**WHAT YOU ARE ASKED TO DO:**
Pick every line from the data that holds the word "center".

─── DATA SUPPLIED

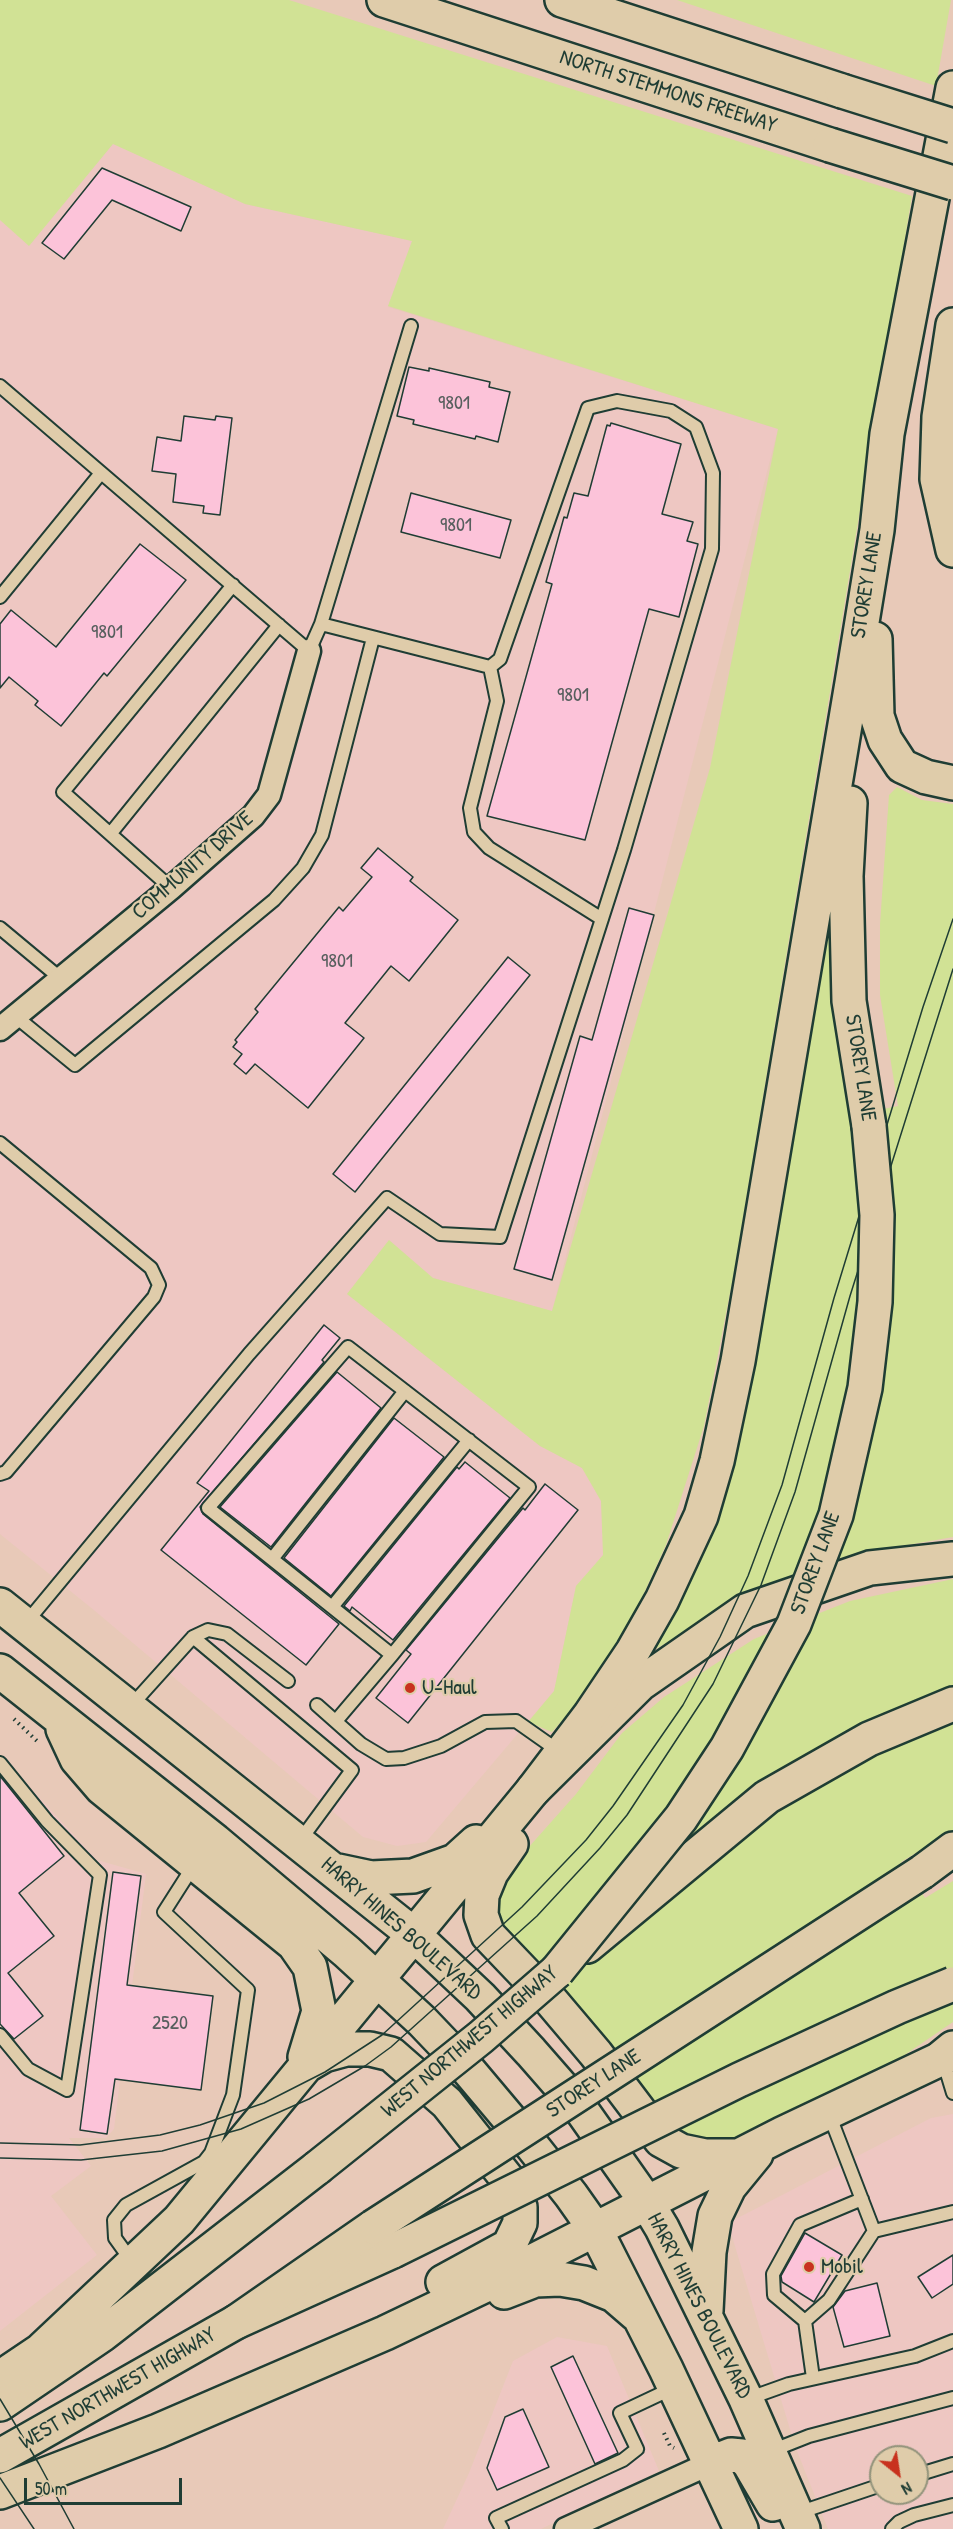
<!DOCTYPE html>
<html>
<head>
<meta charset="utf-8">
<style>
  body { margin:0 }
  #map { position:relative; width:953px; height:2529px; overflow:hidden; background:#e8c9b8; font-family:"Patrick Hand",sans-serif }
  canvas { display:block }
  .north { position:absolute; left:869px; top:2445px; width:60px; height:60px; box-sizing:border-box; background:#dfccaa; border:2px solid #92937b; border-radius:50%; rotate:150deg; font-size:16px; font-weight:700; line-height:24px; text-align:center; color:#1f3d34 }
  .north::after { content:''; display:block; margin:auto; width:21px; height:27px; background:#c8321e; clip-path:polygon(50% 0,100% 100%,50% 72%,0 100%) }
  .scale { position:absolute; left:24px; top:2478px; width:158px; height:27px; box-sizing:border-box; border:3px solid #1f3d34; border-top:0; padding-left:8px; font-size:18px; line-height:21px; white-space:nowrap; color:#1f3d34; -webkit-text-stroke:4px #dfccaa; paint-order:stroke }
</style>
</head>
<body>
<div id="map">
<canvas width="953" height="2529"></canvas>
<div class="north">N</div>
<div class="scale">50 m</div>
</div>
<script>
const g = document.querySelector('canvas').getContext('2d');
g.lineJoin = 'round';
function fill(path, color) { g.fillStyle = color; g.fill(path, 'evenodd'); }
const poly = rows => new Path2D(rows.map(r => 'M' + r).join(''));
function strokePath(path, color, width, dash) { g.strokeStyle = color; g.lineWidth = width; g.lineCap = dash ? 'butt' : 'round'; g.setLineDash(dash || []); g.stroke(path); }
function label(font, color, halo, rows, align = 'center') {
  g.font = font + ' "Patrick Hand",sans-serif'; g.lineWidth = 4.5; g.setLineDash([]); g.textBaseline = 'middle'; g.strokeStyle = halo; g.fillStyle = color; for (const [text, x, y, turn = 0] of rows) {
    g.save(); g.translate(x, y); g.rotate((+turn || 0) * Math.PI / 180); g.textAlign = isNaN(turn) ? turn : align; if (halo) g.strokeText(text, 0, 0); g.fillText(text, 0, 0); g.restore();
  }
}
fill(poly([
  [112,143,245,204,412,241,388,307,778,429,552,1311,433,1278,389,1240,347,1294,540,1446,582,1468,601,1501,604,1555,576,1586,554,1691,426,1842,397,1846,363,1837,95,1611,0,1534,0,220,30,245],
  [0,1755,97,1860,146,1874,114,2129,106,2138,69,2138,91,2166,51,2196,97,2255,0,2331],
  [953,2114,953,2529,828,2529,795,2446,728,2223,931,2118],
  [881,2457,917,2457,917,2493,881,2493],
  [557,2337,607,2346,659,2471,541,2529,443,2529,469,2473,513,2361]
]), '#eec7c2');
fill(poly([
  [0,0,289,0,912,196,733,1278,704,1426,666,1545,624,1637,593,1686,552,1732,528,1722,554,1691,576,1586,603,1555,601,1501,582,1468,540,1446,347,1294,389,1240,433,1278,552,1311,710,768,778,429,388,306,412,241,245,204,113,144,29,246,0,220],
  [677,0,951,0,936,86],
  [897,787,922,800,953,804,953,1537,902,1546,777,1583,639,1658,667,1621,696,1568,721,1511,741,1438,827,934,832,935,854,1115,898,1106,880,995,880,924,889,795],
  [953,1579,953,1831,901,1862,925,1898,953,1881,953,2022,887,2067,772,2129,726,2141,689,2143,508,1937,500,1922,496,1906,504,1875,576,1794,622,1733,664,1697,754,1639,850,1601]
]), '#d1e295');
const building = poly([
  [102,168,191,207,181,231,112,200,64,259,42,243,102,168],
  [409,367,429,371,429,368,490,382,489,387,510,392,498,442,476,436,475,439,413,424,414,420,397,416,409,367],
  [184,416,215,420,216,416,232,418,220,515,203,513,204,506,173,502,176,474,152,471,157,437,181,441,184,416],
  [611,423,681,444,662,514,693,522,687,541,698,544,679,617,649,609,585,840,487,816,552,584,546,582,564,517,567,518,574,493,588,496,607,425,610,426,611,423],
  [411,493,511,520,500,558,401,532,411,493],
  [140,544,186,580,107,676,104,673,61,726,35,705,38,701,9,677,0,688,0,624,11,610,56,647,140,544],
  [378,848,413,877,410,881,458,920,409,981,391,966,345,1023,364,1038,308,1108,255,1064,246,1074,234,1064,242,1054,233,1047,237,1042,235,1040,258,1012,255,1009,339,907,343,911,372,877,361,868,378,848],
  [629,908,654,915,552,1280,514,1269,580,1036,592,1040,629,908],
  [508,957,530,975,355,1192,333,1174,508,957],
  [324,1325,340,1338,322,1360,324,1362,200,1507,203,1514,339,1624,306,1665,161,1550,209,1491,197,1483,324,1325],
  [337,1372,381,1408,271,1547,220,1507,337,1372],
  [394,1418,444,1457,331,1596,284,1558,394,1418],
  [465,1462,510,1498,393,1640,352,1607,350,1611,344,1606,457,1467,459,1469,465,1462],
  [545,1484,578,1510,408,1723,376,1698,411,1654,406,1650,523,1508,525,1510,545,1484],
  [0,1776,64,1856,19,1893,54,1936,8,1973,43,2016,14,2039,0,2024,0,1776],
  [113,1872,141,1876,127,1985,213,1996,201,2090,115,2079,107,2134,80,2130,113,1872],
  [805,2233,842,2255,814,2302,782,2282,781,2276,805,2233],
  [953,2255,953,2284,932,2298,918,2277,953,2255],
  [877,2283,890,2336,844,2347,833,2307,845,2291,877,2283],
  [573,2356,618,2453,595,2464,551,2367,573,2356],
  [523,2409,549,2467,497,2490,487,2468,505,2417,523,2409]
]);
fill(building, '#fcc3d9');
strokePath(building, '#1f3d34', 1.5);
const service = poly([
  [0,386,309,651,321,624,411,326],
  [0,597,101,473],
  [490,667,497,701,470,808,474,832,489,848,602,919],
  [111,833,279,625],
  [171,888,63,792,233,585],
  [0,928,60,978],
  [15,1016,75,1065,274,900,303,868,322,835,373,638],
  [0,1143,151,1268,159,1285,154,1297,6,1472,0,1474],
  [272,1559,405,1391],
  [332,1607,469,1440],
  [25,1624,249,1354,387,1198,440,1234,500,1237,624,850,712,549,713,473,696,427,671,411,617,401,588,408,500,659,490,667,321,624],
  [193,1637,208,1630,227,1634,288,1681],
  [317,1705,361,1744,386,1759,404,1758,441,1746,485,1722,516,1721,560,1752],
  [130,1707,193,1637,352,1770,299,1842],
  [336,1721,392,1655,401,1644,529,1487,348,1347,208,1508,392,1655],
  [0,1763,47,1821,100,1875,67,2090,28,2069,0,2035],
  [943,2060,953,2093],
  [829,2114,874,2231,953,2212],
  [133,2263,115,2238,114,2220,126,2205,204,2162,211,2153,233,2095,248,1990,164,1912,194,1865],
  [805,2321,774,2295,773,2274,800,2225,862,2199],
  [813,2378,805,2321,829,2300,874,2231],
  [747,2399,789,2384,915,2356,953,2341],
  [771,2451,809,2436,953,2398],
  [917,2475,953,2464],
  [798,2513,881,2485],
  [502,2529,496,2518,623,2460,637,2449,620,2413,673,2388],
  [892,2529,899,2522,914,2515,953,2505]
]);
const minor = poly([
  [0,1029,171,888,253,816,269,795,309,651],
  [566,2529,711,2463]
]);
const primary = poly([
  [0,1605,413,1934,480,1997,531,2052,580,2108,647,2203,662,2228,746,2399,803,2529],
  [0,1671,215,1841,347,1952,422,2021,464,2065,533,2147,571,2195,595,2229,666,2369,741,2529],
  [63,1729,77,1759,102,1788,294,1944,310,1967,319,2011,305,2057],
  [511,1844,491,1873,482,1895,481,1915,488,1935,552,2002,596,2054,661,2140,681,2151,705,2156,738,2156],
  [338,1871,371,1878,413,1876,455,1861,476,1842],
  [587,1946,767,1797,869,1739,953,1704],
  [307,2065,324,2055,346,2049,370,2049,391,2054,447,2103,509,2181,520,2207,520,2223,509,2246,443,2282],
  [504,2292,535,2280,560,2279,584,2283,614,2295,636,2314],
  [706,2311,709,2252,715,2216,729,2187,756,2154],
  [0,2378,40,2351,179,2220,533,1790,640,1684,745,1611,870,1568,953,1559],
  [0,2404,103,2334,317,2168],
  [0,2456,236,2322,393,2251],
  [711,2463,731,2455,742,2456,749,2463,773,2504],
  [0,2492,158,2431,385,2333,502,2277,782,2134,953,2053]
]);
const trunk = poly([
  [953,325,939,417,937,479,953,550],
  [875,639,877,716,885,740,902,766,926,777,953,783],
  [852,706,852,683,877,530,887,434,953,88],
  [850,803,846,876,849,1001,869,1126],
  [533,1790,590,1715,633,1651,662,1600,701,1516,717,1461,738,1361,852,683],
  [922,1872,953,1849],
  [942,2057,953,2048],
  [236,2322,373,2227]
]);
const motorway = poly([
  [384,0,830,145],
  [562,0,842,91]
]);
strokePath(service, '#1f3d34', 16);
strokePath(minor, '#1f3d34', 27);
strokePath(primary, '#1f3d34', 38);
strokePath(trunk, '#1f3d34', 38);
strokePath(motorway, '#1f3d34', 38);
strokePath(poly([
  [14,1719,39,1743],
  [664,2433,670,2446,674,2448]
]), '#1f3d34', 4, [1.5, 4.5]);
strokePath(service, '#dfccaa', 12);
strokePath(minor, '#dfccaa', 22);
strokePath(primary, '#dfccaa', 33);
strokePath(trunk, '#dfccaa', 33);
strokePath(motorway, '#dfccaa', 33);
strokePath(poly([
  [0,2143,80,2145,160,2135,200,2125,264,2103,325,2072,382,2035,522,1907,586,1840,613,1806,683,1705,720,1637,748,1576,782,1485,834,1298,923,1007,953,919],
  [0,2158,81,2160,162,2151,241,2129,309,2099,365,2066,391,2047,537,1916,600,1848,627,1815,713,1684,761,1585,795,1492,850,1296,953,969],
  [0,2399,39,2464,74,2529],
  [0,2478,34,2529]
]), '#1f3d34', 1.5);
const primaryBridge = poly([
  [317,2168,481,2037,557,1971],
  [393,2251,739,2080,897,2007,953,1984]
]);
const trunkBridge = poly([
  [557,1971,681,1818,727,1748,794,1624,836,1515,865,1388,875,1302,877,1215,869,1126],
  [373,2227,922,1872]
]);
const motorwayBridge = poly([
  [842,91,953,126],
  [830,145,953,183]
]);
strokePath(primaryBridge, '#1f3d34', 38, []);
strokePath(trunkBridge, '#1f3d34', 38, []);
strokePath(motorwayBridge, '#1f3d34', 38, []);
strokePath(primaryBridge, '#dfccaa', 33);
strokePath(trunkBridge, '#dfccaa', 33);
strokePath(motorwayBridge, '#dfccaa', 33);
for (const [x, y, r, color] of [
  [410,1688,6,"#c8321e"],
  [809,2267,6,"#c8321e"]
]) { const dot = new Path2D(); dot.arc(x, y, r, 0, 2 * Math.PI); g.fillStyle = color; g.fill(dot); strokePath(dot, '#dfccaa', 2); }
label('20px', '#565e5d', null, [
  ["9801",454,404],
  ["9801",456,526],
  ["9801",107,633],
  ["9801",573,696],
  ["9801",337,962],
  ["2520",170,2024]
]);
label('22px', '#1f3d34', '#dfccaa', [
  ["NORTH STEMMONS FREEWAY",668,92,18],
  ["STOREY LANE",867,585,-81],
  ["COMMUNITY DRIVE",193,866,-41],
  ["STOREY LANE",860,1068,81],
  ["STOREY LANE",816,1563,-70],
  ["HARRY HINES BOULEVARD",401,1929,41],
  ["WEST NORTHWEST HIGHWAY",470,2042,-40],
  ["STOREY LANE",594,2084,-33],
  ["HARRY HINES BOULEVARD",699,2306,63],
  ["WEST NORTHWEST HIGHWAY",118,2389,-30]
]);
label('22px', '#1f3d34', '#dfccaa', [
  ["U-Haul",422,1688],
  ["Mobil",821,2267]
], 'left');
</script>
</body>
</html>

──────

**REPLY:**
  .north { position:absolute; left:869px; top:2445px; width:60px; height:60px; box-sizing:border-box; background:#dfccaa; border:2px solid #92937b; border-radius:50%; rotate:150deg; font-size:16px; font-weight:700; line-height:24px; text-align:center; color:#1f3d34 }
function label(font, color, halo, rows, align = 'center') {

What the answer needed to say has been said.